▼▼▼

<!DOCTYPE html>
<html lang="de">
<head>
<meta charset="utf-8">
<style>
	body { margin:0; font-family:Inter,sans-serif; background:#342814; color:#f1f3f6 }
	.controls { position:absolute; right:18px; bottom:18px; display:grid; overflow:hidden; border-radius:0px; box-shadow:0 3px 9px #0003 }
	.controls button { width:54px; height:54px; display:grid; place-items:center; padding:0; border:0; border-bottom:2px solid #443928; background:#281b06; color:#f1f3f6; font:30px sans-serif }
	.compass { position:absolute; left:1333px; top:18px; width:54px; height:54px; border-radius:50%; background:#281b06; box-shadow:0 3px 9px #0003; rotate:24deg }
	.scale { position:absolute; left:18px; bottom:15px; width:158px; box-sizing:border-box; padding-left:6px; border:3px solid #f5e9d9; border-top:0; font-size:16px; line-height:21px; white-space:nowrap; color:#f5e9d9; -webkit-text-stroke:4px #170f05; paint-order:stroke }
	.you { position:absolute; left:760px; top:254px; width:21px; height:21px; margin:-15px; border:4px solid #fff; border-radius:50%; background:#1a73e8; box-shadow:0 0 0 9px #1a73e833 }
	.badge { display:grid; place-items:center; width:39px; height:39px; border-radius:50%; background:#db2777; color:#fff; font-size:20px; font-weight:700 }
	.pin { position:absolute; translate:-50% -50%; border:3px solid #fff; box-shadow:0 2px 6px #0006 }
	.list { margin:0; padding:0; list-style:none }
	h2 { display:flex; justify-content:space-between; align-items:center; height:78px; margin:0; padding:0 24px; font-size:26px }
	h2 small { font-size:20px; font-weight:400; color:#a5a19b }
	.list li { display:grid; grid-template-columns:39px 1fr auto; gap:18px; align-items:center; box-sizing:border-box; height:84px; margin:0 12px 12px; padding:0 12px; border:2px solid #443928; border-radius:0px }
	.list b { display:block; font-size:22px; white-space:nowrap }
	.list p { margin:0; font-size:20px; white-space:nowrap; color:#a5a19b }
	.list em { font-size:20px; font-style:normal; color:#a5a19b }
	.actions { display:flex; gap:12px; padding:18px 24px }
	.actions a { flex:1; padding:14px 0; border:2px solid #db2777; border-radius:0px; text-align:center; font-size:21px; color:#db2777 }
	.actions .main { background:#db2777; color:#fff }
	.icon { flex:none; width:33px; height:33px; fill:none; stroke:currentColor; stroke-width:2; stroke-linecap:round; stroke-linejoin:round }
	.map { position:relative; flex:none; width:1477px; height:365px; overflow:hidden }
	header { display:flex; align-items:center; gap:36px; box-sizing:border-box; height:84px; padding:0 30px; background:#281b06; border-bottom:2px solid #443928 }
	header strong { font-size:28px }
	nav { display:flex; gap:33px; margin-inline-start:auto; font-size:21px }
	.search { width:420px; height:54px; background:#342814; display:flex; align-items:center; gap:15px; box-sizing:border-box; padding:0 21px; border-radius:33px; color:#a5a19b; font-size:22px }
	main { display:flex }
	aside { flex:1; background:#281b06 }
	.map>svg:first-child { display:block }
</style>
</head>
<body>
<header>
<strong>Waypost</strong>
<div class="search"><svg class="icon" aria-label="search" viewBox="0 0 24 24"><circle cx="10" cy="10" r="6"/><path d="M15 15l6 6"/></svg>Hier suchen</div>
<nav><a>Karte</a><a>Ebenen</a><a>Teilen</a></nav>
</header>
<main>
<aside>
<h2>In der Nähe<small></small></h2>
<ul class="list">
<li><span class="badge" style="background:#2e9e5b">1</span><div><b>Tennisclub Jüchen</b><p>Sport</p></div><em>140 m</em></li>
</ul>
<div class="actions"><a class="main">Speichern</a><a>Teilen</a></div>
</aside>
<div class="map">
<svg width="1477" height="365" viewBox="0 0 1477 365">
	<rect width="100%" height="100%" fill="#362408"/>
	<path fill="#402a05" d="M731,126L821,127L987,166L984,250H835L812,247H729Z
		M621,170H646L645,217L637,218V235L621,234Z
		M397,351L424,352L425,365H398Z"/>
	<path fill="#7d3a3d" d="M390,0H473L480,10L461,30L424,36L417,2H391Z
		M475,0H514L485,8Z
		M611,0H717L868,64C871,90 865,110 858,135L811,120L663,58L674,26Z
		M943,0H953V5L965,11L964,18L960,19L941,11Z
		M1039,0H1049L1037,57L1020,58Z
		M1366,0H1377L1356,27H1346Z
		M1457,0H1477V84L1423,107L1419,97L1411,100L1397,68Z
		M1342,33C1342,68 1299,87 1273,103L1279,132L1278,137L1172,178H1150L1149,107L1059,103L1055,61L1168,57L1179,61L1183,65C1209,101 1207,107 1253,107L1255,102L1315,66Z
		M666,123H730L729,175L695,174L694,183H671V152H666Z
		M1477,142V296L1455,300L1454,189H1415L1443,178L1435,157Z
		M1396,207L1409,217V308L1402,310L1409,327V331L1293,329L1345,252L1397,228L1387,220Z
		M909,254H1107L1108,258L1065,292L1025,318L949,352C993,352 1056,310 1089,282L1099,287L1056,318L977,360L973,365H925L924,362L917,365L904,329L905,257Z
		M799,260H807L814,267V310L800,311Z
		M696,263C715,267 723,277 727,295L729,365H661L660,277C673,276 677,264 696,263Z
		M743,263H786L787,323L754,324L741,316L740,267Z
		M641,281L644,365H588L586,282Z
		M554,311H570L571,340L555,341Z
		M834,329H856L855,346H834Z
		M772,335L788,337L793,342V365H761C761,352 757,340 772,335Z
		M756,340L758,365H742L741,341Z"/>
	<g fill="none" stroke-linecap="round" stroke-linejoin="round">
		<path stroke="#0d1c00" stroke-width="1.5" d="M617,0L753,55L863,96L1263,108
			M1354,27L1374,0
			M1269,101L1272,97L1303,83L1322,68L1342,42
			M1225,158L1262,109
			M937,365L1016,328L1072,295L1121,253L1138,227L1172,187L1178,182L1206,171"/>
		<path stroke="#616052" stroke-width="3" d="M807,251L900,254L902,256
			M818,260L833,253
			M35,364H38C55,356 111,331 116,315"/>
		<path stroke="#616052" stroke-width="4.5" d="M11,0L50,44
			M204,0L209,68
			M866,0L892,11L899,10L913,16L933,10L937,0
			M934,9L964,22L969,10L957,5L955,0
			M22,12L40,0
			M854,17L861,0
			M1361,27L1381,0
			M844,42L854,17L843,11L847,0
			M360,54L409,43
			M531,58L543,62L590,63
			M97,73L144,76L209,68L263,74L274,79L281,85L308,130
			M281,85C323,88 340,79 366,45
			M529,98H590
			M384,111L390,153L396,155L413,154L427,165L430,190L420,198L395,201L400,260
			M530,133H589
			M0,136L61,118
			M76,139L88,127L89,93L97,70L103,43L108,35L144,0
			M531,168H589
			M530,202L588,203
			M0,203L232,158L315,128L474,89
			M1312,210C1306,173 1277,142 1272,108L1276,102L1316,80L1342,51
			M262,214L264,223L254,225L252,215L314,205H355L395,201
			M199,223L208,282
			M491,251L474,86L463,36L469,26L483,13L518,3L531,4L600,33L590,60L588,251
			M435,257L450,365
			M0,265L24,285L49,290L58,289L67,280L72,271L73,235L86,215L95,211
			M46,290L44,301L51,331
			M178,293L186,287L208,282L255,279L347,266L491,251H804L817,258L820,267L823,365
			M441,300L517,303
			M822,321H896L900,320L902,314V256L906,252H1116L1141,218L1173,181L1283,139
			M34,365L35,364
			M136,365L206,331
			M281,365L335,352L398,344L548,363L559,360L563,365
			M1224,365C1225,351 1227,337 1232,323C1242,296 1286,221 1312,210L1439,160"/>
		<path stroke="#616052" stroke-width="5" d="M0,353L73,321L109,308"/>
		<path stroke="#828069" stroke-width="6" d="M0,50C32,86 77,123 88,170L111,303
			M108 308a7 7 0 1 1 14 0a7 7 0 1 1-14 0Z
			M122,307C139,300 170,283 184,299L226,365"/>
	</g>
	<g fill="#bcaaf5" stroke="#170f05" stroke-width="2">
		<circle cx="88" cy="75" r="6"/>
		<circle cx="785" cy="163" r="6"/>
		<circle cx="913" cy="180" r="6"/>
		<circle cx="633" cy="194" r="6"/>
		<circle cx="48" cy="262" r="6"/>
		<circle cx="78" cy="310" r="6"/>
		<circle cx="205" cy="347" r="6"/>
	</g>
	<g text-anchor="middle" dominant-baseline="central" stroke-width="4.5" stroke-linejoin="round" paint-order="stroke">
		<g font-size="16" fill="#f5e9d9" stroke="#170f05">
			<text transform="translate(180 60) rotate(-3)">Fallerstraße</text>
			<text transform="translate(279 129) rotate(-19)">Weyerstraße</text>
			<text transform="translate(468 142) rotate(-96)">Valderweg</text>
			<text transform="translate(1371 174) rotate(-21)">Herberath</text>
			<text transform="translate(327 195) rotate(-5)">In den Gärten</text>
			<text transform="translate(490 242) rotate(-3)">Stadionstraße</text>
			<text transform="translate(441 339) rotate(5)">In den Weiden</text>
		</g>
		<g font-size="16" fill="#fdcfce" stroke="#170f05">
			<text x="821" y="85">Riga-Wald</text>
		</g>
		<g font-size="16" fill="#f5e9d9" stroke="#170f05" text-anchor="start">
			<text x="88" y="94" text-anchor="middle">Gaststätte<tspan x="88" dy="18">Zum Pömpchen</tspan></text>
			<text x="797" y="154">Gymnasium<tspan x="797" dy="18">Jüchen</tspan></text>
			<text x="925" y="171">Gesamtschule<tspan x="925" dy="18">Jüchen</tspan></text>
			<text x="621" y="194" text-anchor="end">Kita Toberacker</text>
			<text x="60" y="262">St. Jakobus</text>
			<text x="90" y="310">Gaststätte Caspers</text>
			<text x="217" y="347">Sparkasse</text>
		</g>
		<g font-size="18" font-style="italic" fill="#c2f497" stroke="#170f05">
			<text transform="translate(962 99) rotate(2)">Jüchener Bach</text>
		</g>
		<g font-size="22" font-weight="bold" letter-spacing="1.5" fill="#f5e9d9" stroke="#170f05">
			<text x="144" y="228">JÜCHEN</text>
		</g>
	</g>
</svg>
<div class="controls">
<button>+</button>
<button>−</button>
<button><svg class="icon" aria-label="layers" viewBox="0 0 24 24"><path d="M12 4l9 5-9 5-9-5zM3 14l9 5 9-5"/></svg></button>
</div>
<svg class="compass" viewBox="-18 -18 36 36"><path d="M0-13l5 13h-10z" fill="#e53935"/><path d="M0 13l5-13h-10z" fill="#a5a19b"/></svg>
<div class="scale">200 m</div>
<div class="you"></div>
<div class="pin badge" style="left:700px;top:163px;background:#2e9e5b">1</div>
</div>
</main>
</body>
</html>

▲▲▲

**TASK GOAL:**
Show each line of the material that includes the string "paint" by copying it.

**EXERCISE RESULT:**
	.scale { position:absolute; left:18px; bottom:15px; width:158px; box-sizing:border-box; padding-left:6px; border:3px solid #f5e9d9; border-top:0; font-size:16px; line-height:21px; white-space:nowrap; color:#f5e9d9; -webkit-text-stroke:4px #170f05; paint-order:stroke }
	<g text-anchor="middle" dominant-baseline="central" stroke-width="4.5" stroke-linejoin="round" paint-order="stroke">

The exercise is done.